** Exercise aim **
Exactly the lines below from the one with "Map reading. Dump" up to and including the one with "Task: Read the" make up the answer, with nothing else added.

** Information supplied **

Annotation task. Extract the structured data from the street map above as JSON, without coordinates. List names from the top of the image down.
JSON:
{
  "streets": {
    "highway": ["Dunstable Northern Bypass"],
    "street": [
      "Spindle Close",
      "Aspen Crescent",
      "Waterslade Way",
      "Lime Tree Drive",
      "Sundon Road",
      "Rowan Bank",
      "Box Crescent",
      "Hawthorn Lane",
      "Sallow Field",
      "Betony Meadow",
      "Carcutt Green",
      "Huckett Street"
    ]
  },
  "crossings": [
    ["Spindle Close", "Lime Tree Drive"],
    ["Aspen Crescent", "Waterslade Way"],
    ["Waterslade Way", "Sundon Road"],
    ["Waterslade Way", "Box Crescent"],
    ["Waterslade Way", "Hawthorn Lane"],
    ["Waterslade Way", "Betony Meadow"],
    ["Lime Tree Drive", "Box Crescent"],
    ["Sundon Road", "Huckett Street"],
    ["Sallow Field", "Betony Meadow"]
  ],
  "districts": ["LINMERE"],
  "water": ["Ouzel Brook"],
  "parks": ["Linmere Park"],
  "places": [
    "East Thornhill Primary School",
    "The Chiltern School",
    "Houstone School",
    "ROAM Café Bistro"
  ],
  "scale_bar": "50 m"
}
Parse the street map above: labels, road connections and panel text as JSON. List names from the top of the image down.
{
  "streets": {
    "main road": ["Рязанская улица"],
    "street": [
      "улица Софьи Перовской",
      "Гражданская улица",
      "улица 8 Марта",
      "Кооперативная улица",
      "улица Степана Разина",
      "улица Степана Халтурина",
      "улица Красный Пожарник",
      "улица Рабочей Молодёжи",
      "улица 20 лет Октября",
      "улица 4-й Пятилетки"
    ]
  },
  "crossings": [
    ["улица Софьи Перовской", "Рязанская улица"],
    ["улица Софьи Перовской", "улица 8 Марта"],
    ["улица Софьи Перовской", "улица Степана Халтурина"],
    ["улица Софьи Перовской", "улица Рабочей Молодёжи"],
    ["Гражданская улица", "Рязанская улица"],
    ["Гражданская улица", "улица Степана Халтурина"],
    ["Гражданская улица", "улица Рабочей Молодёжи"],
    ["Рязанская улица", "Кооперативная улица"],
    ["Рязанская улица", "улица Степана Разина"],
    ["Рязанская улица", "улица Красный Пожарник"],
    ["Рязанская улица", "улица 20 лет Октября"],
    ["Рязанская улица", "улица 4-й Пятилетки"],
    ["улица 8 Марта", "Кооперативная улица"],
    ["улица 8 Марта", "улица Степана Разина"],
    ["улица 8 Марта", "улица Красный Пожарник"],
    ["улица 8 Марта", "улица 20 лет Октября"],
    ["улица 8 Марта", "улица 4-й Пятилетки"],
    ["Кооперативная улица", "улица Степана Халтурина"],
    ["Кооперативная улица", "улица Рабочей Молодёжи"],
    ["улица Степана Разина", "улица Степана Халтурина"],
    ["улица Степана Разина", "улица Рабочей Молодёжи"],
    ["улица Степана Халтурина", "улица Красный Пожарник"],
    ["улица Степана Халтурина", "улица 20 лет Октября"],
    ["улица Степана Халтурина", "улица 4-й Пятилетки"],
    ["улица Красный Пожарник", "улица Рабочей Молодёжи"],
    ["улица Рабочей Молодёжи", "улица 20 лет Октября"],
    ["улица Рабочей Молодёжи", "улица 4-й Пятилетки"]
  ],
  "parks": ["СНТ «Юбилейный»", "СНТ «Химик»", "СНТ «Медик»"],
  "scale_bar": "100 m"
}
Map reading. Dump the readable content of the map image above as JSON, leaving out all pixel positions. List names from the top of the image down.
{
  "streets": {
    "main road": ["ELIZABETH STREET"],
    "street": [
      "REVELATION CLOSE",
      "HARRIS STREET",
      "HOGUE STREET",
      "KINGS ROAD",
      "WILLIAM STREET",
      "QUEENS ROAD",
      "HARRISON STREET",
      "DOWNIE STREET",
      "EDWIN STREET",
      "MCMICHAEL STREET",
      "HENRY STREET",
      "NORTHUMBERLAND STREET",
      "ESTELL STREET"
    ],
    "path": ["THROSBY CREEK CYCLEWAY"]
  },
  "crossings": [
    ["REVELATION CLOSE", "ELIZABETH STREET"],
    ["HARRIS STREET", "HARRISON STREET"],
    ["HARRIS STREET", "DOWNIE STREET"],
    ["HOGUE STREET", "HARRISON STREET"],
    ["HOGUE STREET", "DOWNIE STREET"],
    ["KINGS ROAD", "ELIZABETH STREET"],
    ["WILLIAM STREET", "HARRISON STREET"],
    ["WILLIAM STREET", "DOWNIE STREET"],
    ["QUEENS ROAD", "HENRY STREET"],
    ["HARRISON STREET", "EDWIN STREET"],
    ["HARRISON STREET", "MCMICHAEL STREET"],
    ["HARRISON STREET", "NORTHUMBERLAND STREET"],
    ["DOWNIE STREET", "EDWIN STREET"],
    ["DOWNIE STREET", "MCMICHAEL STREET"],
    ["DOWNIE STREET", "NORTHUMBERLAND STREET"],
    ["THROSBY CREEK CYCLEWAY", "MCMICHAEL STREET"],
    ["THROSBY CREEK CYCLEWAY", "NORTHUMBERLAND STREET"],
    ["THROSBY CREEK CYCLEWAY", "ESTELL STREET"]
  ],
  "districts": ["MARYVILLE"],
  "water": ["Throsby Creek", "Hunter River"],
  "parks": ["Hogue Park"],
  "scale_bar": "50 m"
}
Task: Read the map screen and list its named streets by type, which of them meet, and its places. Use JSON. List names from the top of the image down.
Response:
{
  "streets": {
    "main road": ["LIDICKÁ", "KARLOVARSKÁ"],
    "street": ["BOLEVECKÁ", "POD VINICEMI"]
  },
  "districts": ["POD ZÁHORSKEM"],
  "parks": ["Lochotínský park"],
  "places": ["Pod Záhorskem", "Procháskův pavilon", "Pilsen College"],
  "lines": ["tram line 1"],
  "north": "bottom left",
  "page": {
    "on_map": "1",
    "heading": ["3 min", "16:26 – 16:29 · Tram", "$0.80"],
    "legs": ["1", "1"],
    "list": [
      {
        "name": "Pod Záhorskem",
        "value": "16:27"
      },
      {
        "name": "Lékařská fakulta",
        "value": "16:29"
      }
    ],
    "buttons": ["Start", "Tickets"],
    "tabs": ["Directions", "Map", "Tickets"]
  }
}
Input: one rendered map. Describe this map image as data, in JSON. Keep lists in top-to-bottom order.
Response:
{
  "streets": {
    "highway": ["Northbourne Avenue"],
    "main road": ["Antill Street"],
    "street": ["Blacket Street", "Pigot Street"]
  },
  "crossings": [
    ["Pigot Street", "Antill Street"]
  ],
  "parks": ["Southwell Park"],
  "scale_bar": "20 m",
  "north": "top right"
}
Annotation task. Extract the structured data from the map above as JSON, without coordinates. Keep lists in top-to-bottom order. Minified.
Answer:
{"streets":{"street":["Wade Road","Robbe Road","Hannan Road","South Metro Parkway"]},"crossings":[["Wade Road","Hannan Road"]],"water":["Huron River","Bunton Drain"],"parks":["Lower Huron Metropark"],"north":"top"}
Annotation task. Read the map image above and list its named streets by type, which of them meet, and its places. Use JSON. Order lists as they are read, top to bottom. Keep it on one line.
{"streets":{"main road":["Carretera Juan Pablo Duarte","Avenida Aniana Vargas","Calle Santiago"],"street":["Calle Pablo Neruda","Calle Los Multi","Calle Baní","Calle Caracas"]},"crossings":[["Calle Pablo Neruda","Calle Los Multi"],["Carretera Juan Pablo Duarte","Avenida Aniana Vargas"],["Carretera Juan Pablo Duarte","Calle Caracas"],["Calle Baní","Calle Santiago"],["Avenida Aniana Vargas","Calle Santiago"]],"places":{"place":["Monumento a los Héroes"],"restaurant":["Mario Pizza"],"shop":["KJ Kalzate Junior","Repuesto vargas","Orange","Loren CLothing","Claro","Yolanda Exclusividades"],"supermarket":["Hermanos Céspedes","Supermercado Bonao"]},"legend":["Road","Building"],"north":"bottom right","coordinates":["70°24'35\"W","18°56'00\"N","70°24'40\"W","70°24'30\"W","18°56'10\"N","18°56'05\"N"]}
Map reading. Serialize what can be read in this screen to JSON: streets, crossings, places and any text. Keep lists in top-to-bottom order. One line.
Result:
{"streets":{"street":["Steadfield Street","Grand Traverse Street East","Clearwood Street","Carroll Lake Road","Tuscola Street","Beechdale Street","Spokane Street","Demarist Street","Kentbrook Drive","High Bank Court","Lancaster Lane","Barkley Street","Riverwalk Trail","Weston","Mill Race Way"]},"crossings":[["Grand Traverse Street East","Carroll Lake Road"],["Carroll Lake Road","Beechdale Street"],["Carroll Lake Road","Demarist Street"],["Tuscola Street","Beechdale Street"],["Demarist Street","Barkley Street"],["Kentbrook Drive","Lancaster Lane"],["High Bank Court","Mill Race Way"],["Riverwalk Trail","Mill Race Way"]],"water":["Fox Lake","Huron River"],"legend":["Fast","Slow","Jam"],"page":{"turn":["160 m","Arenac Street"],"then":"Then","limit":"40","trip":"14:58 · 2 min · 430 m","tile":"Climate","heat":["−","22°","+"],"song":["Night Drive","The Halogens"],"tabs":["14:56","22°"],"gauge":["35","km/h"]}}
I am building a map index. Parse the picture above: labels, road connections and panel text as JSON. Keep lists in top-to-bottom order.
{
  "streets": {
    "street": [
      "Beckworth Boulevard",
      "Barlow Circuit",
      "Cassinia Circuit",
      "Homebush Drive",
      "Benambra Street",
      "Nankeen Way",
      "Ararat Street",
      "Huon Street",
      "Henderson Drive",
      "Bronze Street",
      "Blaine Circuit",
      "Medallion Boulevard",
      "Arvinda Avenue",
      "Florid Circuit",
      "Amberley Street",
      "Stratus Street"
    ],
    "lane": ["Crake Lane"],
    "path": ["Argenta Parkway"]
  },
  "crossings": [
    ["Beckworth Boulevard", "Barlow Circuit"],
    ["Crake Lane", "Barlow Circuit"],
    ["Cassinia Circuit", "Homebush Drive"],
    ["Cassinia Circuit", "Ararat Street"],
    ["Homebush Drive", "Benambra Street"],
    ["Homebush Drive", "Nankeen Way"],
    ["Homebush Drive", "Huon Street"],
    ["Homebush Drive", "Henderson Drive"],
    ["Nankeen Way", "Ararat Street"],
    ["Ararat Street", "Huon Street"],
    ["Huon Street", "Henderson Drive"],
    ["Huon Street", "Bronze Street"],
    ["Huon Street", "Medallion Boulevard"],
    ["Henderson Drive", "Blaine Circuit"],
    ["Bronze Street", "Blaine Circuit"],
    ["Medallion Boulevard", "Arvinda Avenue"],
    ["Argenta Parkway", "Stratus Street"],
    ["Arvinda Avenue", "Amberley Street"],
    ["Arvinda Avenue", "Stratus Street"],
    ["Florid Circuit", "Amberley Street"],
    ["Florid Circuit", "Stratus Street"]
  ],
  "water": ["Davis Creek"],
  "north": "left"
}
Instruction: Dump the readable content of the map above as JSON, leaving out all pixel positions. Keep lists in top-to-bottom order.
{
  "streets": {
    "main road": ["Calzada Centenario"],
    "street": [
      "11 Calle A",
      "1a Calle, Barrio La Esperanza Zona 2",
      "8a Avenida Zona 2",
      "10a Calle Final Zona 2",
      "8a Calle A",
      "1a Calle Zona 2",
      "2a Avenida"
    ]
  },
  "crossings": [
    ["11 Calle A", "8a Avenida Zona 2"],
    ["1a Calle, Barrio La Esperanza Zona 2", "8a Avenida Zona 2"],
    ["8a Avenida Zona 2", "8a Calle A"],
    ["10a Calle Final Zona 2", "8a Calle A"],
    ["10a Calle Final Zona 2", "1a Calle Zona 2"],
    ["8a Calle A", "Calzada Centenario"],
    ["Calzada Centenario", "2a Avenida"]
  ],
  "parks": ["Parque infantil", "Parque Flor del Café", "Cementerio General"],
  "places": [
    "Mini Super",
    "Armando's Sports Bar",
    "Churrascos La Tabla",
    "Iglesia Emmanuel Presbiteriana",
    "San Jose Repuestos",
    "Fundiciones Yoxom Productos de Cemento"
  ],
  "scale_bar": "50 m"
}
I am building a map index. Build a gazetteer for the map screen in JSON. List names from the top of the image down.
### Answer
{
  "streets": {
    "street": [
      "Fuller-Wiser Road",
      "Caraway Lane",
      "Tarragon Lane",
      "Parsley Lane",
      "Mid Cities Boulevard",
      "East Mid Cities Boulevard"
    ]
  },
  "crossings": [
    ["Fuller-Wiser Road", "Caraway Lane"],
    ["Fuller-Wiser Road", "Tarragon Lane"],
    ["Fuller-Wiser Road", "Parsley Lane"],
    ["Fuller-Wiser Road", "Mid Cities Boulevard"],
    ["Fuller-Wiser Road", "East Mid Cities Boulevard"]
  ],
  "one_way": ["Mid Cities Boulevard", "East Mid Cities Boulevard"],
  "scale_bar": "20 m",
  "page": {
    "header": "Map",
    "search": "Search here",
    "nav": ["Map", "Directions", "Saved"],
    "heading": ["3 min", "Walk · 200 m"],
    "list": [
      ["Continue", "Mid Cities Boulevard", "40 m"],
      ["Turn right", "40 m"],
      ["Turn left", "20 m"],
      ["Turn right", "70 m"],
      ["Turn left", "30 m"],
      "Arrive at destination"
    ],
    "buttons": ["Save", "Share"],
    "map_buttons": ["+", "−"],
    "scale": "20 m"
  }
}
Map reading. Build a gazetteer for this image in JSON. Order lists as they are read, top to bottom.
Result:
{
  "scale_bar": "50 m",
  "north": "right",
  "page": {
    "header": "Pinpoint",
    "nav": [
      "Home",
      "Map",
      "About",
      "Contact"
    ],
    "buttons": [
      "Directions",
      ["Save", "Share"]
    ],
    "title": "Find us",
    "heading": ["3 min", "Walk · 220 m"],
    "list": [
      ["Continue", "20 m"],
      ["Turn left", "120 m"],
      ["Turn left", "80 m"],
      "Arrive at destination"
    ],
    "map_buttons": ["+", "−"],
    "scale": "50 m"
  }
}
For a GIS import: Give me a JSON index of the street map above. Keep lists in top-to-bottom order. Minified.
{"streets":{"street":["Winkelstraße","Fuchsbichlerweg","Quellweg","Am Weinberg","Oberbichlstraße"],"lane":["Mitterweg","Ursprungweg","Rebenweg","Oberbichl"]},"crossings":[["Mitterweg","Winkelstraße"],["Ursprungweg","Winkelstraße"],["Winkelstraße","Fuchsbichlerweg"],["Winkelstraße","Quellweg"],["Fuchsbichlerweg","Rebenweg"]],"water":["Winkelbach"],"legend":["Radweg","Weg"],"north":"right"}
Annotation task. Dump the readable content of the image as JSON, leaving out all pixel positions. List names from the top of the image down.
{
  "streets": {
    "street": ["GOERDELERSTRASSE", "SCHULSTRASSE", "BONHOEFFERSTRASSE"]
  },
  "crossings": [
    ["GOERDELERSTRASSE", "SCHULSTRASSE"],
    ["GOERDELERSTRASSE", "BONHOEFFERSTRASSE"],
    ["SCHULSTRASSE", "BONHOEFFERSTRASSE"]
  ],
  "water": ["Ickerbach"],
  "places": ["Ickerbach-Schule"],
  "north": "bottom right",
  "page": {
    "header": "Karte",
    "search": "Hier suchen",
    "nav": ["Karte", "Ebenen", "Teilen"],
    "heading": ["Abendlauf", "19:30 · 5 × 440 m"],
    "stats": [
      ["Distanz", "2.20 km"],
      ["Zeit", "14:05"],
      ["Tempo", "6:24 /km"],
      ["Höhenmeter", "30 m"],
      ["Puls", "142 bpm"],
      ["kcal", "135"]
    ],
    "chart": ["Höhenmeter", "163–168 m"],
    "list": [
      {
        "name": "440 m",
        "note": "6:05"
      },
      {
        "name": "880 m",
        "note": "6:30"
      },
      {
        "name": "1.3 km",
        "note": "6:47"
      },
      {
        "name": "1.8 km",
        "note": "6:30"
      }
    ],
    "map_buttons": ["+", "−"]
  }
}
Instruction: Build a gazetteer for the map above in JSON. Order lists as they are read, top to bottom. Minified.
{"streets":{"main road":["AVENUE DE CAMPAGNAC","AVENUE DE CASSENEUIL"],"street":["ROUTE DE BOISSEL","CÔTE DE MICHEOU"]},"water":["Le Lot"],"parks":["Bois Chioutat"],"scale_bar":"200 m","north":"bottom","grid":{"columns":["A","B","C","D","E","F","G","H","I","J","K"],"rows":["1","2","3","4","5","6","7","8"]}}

** Written answer **
Map reading. Dump the readable content of the map image above as JSON, leaving out all pixel positions. List names from the top of the image down.
{
  "streets": {
    "main road": ["ELIZABETH STREET"],
    "street": [
      "REVELATION CLOSE",
      "HARRIS STREET",
      "HOGUE STREET",
      "KINGS ROAD",
      "WILLIAM STREET",
      "QUEENS ROAD",
      "HARRISON STREET",
      "DOWNIE STREET",
      "EDWIN STREET",
      "MCMICHAEL STREET",
      "HENRY STREET",
      "NORTHUMBERLAND STREET",
      "ESTELL STREET"
    ],
    "path": ["THROSBY CREEK CYCLEWAY"]
  },
  "crossings": [
    ["REVELATION CLOSE", "ELIZABETH STREET"],
    ["HARRIS STREET", "HARRISON STREET"],
    ["HARRIS STREET", "DOWNIE STREET"],
    ["HOGUE STREET", "HARRISON STREET"],
    ["HOGUE STREET", "DOWNIE STREET"],
    ["KINGS ROAD", "ELIZABETH STREET"],
    ["WILLIAM STREET", "HARRISON STREET"],
    ["WILLIAM STREET", "DOWNIE STREET"],
    ["QUEENS ROAD", "HENRY STREET"],
    ["HARRISON STREET", "EDWIN STREET"],
    ["HARRISON STREET", "MCMICHAEL STREET"],
    ["HARRISON STREET", "NORTHUMBERLAND STREET"],
    ["DOWNIE STREET", "EDWIN STREET"],
    ["DOWNIE STREET", "MCMICHAEL STREET"],
    ["DOWNIE STREET", "NORTHUMBERLAND STREET"],
    ["THROSBY CREEK CYCLEWAY", "MCMICHAEL STREET"],
    ["THROSBY CREEK CYCLEWAY", "NORTHUMBERLAND STREET"],
    ["THROSBY CREEK CYCLEWAY", "ESTELL STREET"]
  ],
  "districts": ["MARYVILLE"],
  "water": ["Throsby Creek", "Hunter River"],
  "parks": ["Hogue Park"],
  "scale_bar": "50 m"
}
Task: Read the map screen and list its named streets by type, which of them meet, and its places. Use JSON. List names from the top of the image down.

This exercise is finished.